Abstract A89: Synthesis and structure-activity relationship of 3-O-acylated (−)-epigallocatechins as 5α-reductase inhibitors

Abstract

Abstract A series of 3-O-acylated (−)-epigallocatechins were synthesized and their inhibition of steroid 5α-reductase was studied. They were prepared by the reaction of EGCG with tert-butyldimethylsilyl chloride followed by reductive cleavage of the ester bond.
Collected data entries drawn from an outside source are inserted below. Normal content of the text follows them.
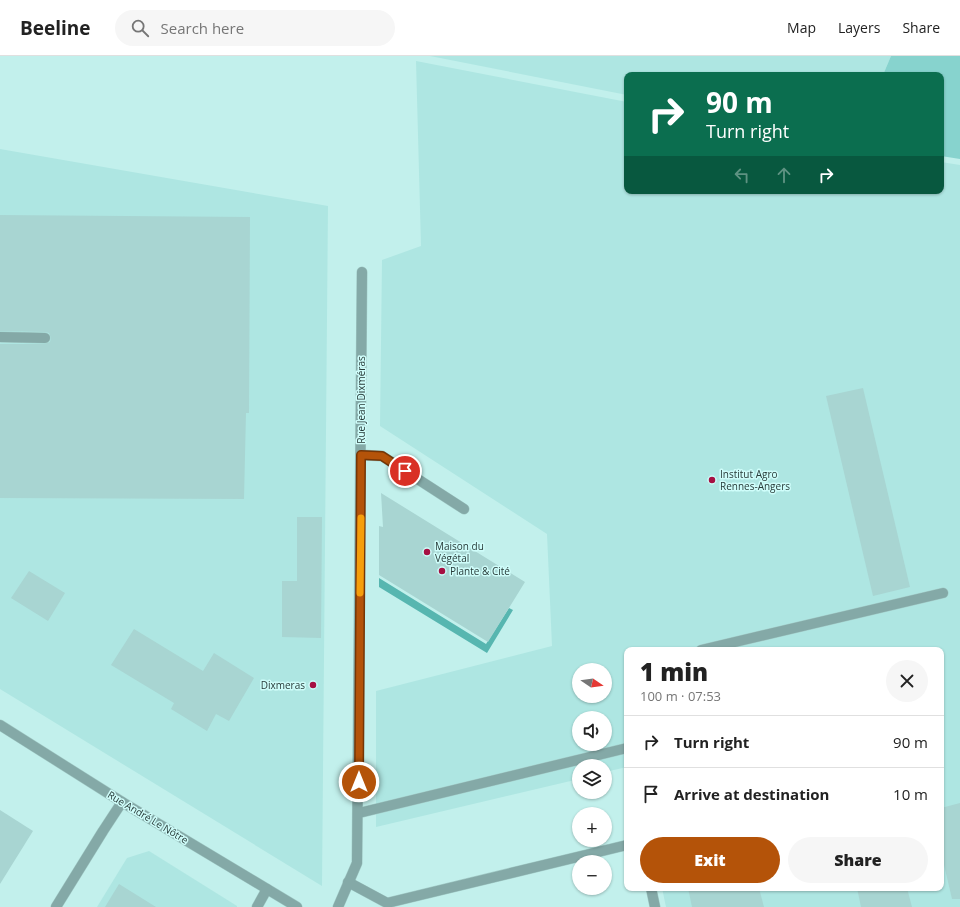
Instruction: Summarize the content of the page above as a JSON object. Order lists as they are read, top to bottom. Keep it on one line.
{"streets":{"street":["Rue Jean Dixméras","Rue André Le Nôtre"]},"places":["Institut Agro Rennes-Angers","Maison du Végétal","Plante & Cité","Dixmeras"],"north":"right","page":{"header":"Beeline","search":"Search here","nav":["Map","Layers","Share"],"turn":["90 m","Turn right"],"heading":["1 min","100 m · 07:53"],"map_buttons":["+","−"],"list":[{"name":"Turn right","value":"90 m"},{"name":"Arrive at destination","value":"10 m"}],"buttons":["Exit","Share"]}}
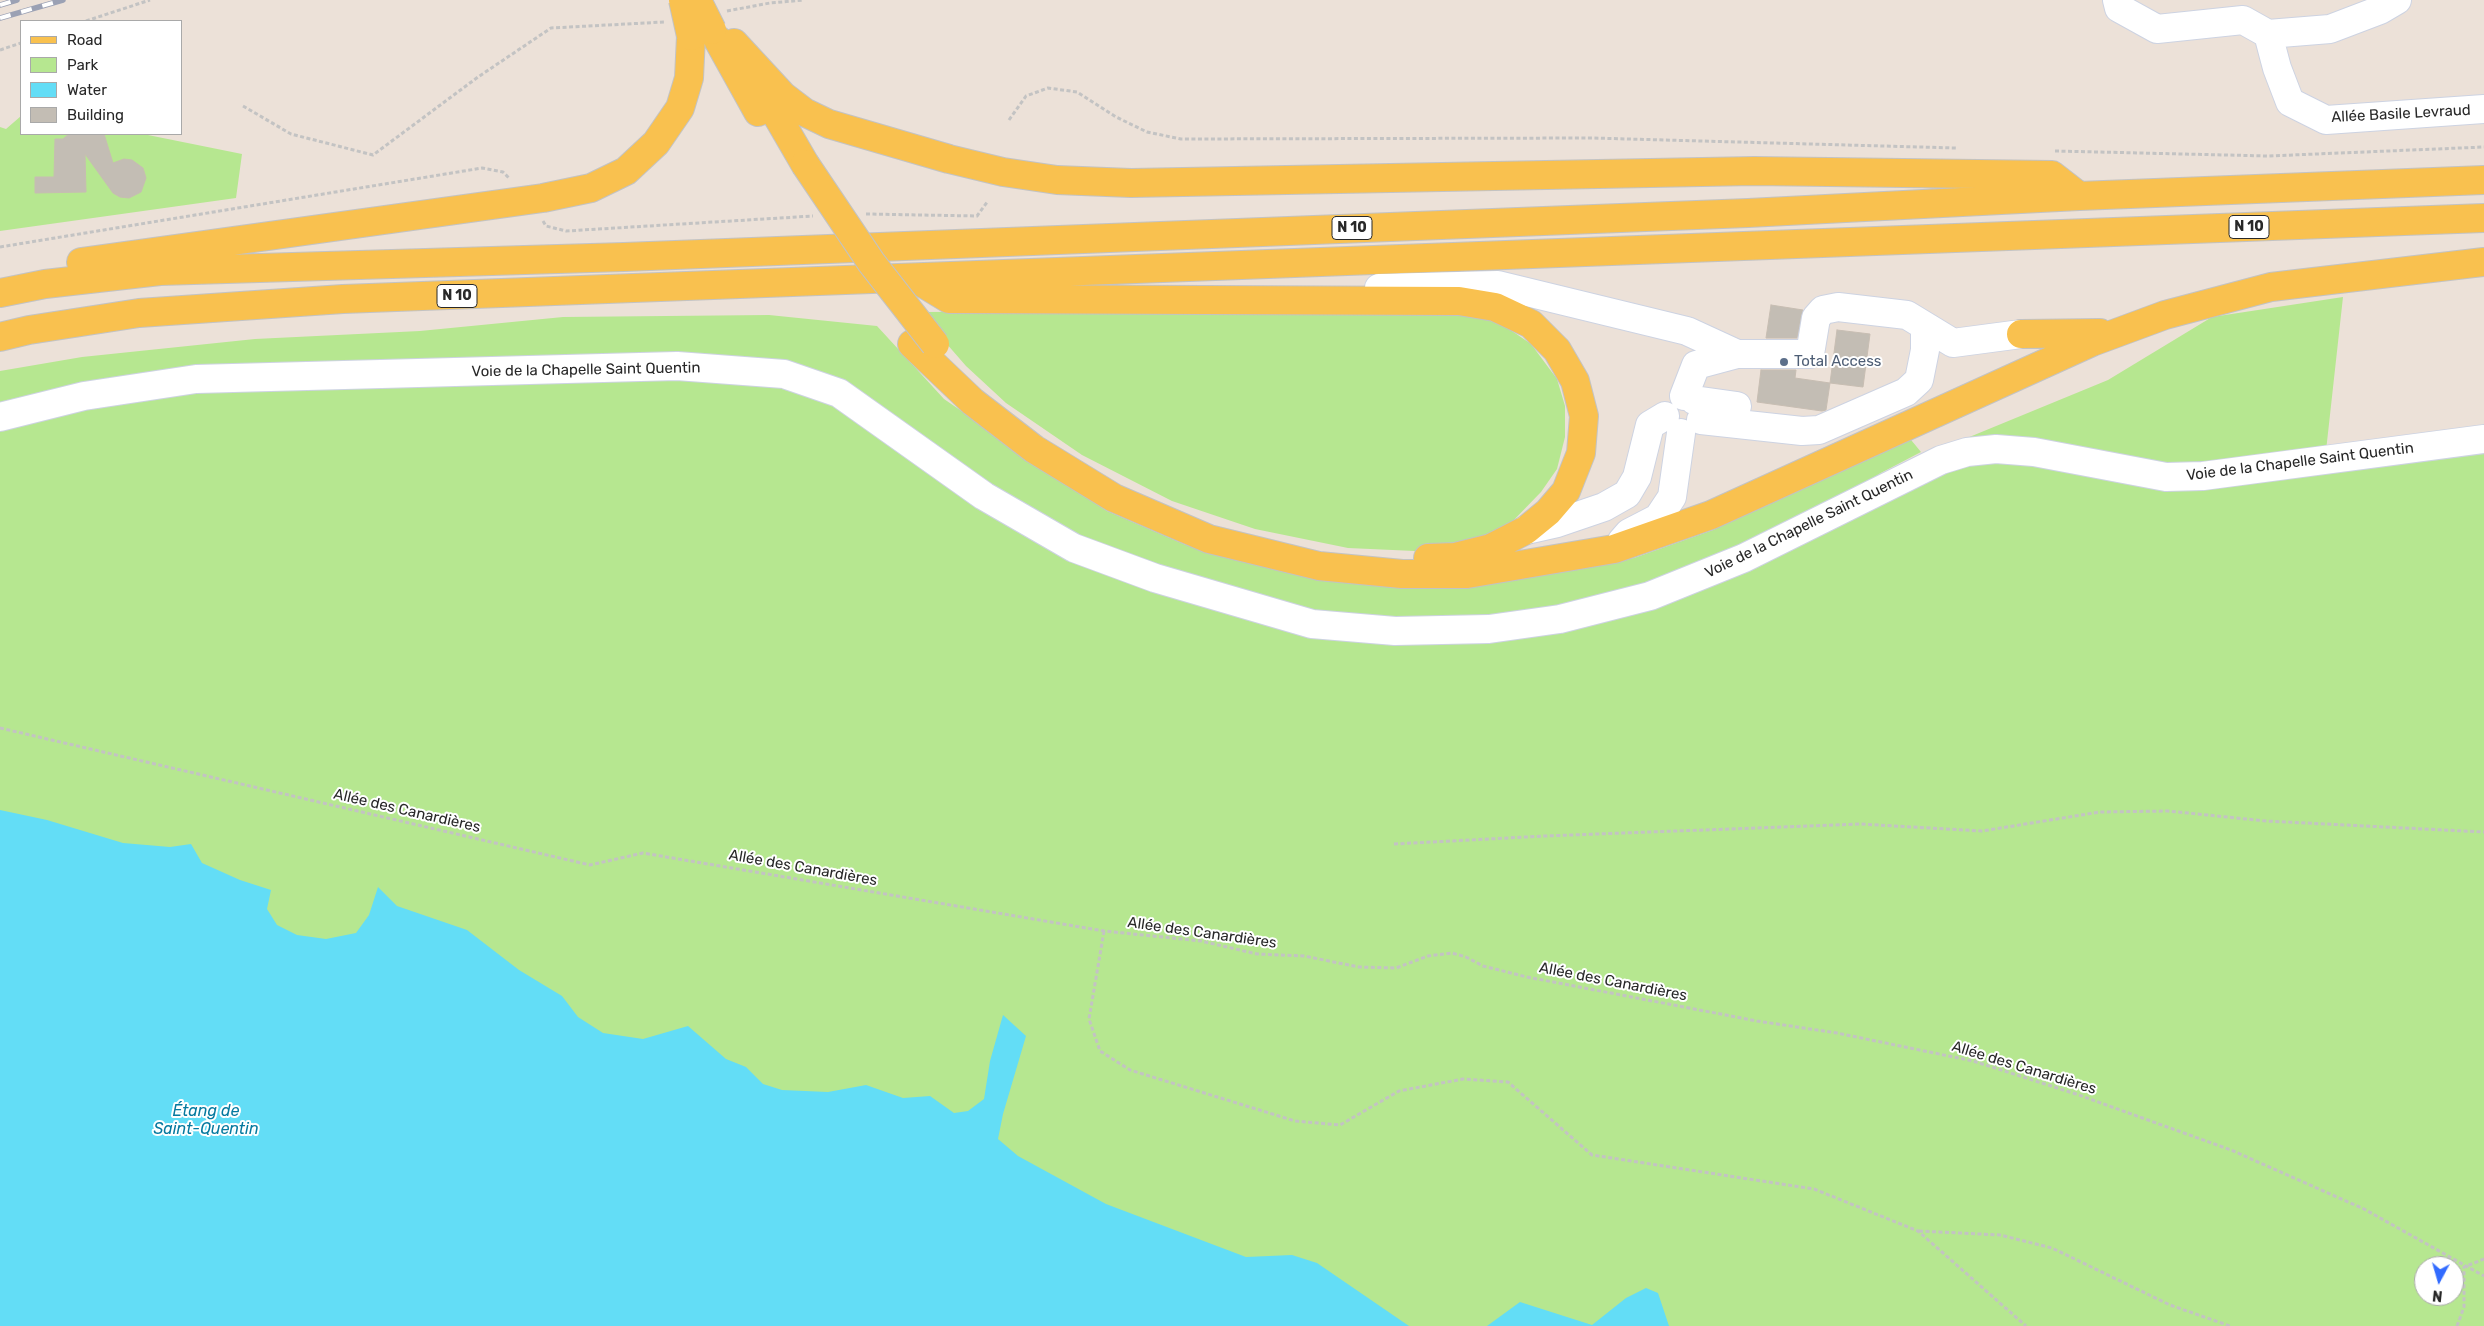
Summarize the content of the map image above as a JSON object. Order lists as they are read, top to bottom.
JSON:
{
  "streets": {
    "main road": ["N 10"],
    "street": ["Allée Basile Levraud", "Voie de la Chapelle Saint Quentin"],
    "path": ["Allée des Canardières"]
  },
  "water": ["Étang de Saint-Quentin"],
  "places": ["Total Access"],
  "legend": [
    "Road",
    "Park",
    "Water",
    "Building"
  ],
  "north": "bottom"
}
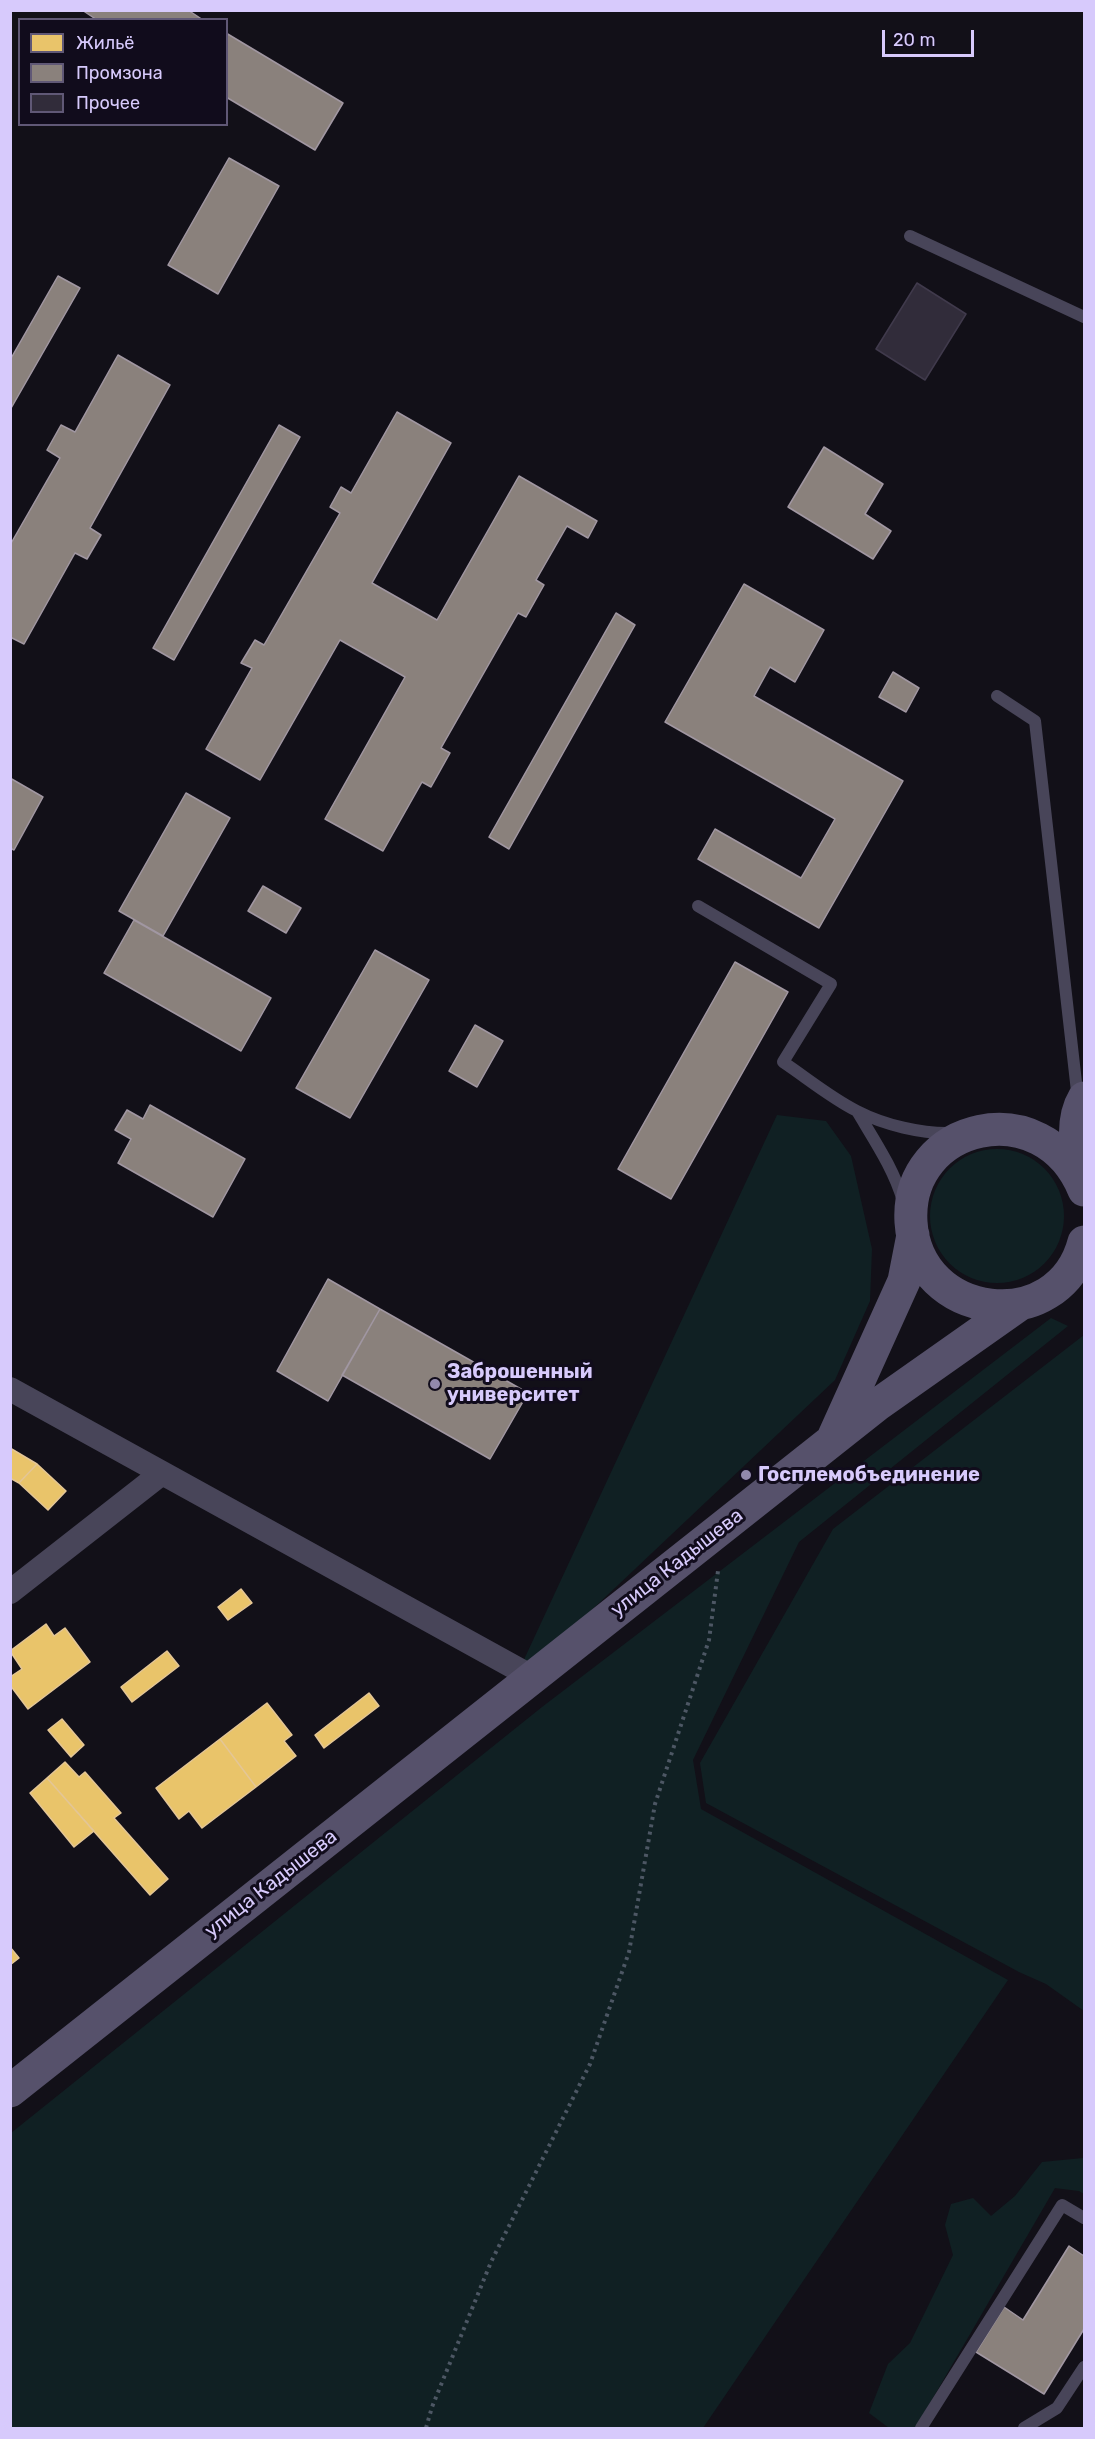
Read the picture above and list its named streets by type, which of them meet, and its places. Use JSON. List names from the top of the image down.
{
  "streets": {
    "street": ["улица Кадышева"]
  },
  "places": ["Заброшенный университет", "Госплемобъединение"],
  "legend": ["Жильё", "Промзона", "Прочее"],
  "scale_bar": "20 m"
}
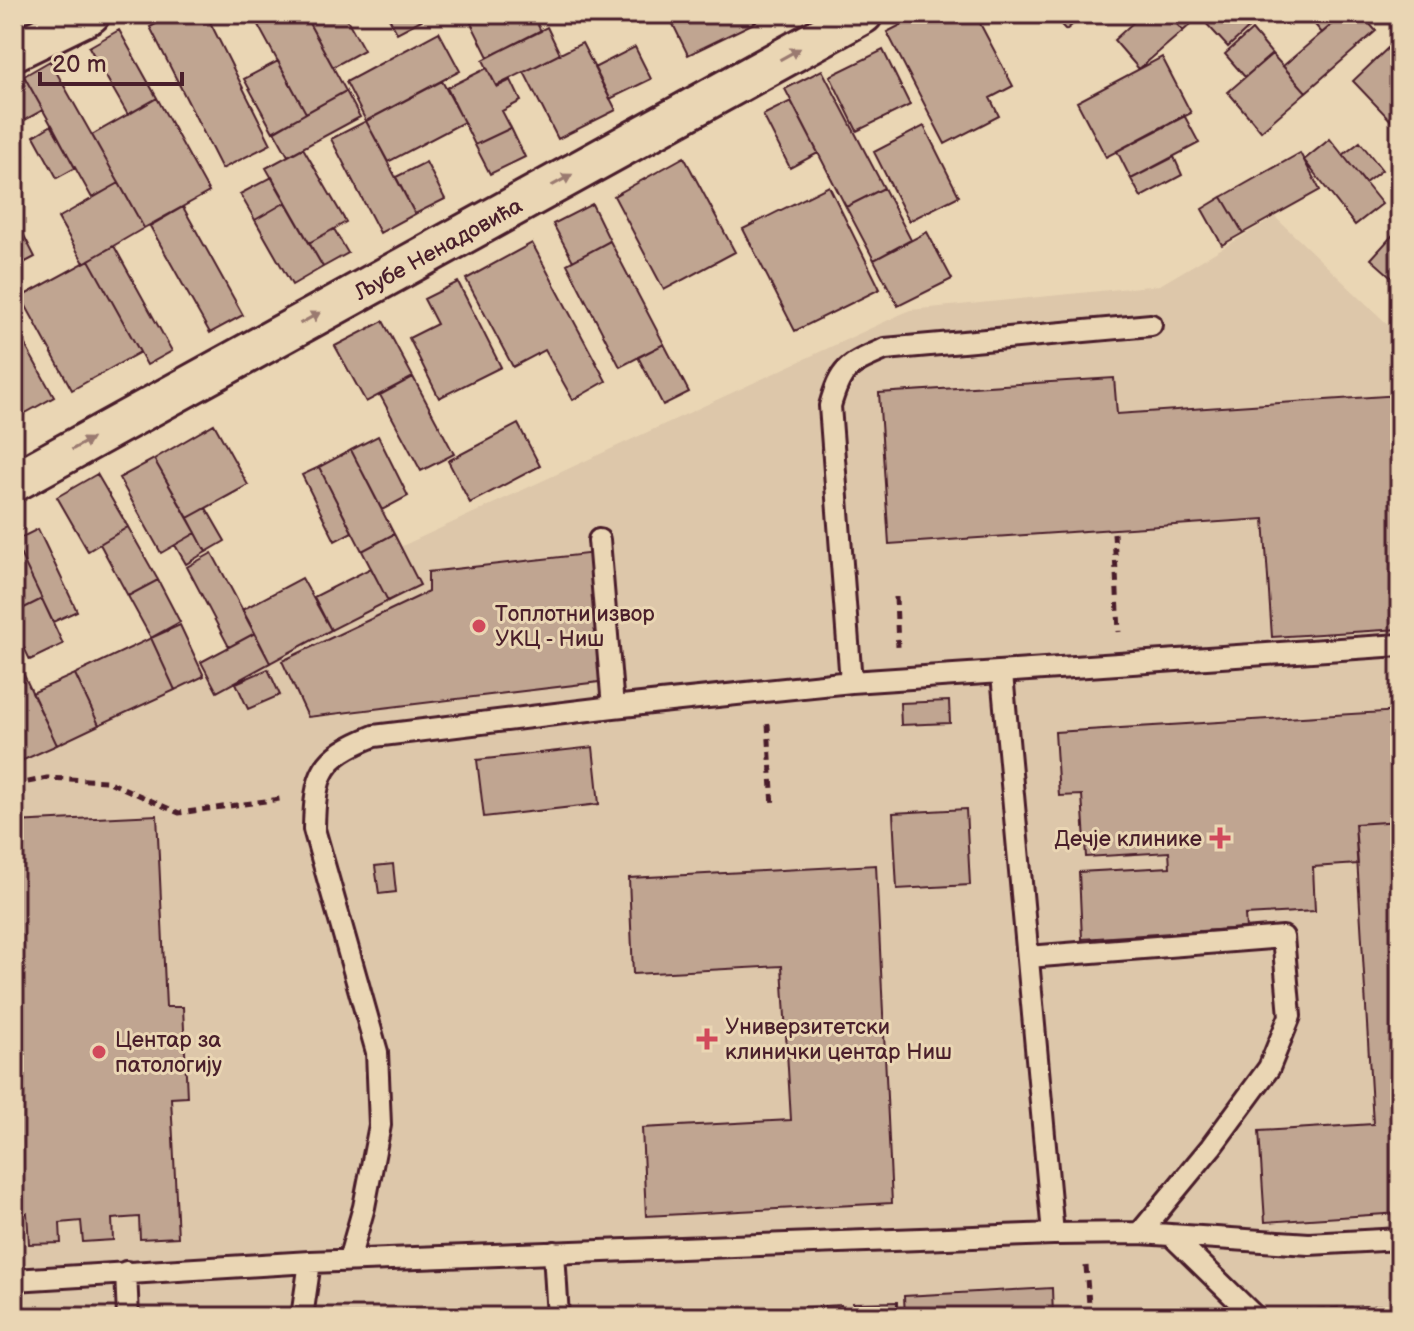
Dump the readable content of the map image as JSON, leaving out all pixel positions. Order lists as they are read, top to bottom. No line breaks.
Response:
{"streets":{"street":["Љубе Ненадовића"]},"one_way":["Љубе Ненадовића"],"places":{"other":["Топлотни извор УКЦ - Ниш","Центар за патологију"],"health":["Дечје клинике","Универзитетски клинички центар Ниш"]},"scale_bar":"20 m"}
The resultant (−)-epigallocatechins penta-O-tert-butyldimethylsilyl ether was esterified with different fatty acids using DCC and DMAP and then desilylated with aqueous HF to provide the corresponding products. For 3-O-acylated (−)-epigallocatechins with saturated fatty acids, the 5α-reductase inhibitory activity increased with the increasing numbers of carbon atoms at the C3-O position, reaching maximum for 16 carbon atoms (compound 4h, with palmitic acid) with an IC50 of 0.53 µM, which was ∼12-fold more potent than EGCG (IC50 = 6.29 M). Introduction of monounsaturated fatty acid to the C3-O position of (−)-epigallocatechins enhanced the activity, providing the most potent compound 6 (IC50 = 0.48 µM, with palmitoleic acid), which showed moderate anti-tumor activity in a PC-3 prostate cancer xenograft model. Replacement of the ester moiety at C3-O with carbamate, or permethylation or peracylation of hydroxyl groups diminished 5α-reductase inhibitory activity. Citation Information: Mol Cancer Ther 2009;8(12 Suppl):A89.